Bir yandan da dünyadaki hayatımız merakla başlar. Bebeğin çevresini tanımak istemesinin diğer adıdır merak; tanımak istediği her nesneye dokunmak istemesi, ağzına götürmesi, dikkatle bakması merak sayesindedir. Her yaşın farklı soruları ve ihtiyaçları olur. Yaşının getirdiği yeni soruları merakı sayesinde üstlenir çocuk. Annesinin yanı başından ayrılmak istemeyen bir bebekten, ayrışabilen ve uzaklaşabilen bir yetişkine dönme serüveni merak sayesinde desteklenir. Bu anlamda merak otorite figürlerinden ayrışabilmeyi ve eleştirel bir mesafede kalabilmeyi sağlayan unsurlardan birisidir.
Merakın, çelişkileri ve karmaşayı barındıran yapısı, farklı boyutlarının olmasıyla ilgilidir. Bazı meraklar sürdürülemez; aniden gelir, hızla etkisi altına alır, ancak üretken bir ilgi veya devamlılık içermez. Sonunda pişmanlık doğurabilir. Örneğin, anlık bir kararla alınan ama devam edilemeyen kurslar, plansız yakınlaşmalar veya tehlikeli olabilecek ilgiler, Dürtüsel Çocuk Modundan kaynaklanan merakla ilgili olabilir. Bazı meraklar dikkati toparlamaktan çok dağıtır. Yapılması gereken sıkıcı işler sırasında ortaya çıkan bu tür merak, dikkatimizi başka şeylere kaydırır ve genellikle nesnesi belirsizdir. Bu, Disiplinsiz Çocuk Modunun merakıdır.
Diğer yandan, bazı meraklar nesnesine tutkuyla bağlanır; onu düşünmekten vazgeçemez, onsuz yaşayamayacağını veya hayatla baş edemeyeceğini hisseder. Bu tür yoğun ve bağımlı merak, İncinmiş Çocuk Moduna ait olabilir.
Kimi zaman merak neredeyse hiç duyulmaz, sönmüş gibidir. Dış dünyadan kopmuş, ilgisiz bir hâli yansıtan bu merak, Kopuk Korungan Modun etkisindedir. Bazı meraklarsa, keşfe dayalıdır ve oyunbazdır. Çevreyi ilgiyle tarar, onu neşelendirecek nesne arayışındadır. Bu merak Mutlu Çocuk Moduna aittir.

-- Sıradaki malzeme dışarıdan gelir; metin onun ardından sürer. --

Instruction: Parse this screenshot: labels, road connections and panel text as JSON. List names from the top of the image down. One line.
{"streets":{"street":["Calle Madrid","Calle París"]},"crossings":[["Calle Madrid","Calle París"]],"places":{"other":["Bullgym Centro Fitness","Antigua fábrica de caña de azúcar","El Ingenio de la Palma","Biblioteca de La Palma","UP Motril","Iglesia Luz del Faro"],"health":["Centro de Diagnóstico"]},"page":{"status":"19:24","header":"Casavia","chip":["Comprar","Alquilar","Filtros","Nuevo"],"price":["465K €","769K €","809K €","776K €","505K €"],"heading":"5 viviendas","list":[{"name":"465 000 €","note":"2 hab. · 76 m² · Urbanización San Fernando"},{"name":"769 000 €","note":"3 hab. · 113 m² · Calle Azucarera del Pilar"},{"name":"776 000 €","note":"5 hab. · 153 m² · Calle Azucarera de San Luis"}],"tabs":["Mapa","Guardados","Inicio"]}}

Aşırı telafi Modlarından gelen meraklarsa, nüfus edici bir hâl alabilir. Bazı merak türleri röntgencidir; ötekini denetlemek, nerede, kimle ne yaptığını öğrenmek isterler. Diğerleri didikleyicidir; yapılan her işin detayını incelemek ve gözden geçirmek isterler. Bir kısmı ise kuruntuludur; ötekine şüpheyle
yaklaşır, kötü niyet arayışındadır. Bazı merak türleri de ötekinde eksik arar, yetersizlikleri ön plana çıkartır. Bu tür meraklar, öznesini olduğu noktada sabitler; onu farklı bir noktaya taşımaz. Pornografiye kayan bir yapısı vardır; nesnesi gözetlenebilir bir nesnedir. İfşa edilen ama aslında
etkileşim kurulamayan bir merak nesnesi vardır.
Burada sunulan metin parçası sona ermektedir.